Australia stablecoin

Australia’s corporate watchdog, the Australian Securities and Investments Commission. Which rolled out temporary exemptions from financial licensing rules for companies reselling stablecoins. The goal is to cut red tape in the digital asset world while bigger changes get sorted out.

Easing Barriers for Stablecoin Growth

ASIC announced the updates on Wednesday with its Corporations (Stablecoin Distribution Exemption) Instrument 2025/631. Companies that distribute stablecoins from holders of an Australian financial services license can now skip getting their own license for services, markets, or clearing facilities.

ASIC wants to back smart innovation in digital assets but keep strong protections for consumers by sticking to licensed issuers. These exemptions act as a short term patch until full rules for payment stablecoins roll out. They run until June 1, 2028.

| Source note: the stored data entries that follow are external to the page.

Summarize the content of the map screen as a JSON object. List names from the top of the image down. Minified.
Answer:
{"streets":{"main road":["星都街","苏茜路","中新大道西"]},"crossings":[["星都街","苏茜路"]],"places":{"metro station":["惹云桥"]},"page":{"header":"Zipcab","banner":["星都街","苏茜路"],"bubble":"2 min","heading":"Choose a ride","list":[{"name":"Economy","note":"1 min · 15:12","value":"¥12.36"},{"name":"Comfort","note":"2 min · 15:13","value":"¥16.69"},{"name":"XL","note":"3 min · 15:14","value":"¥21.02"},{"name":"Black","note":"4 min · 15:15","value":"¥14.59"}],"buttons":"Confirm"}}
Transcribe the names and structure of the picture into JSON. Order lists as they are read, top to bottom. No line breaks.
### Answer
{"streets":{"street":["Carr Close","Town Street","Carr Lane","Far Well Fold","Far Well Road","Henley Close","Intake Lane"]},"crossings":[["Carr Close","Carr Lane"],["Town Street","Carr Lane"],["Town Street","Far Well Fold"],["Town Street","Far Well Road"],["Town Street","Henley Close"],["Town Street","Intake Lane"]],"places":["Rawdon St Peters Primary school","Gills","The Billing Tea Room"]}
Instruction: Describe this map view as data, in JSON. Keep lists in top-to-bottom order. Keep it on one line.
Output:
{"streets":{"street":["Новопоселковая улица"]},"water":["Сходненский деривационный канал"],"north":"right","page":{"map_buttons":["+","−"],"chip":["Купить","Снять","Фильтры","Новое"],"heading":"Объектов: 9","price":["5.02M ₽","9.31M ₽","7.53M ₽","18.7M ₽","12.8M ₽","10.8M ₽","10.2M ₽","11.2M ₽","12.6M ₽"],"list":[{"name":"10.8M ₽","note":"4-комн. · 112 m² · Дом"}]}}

The rules focus on stablecoins seen as financial products under the Corporations Act, issued by approved licensees. Right now, they only cover the AUDM stablecoin from Catena Digital, Australia’s first licensed issuer. ASIC says it might expand to more as others get approved.

Allowed tasks include giving basic advice, acting as market makers, trading stablecoins without creating them, and holding them for clients.

The crypto industry in Australia has been vocal about the high costs of meeting regulatory demands, especially after feedback from a December 2024 consultation paper. Regular crypto users in Australia are annoyed because banks keep strict caps on deposits to exchanges.

Even though anti money laundering laws came in back in 2018 and Bitcoin and Ether trading got the green light in 2024.

A Binance survey of 1,900 people showed 58 percent want easier ways to move their money, and 22 percent even switched banks to get better access to crypto platforms.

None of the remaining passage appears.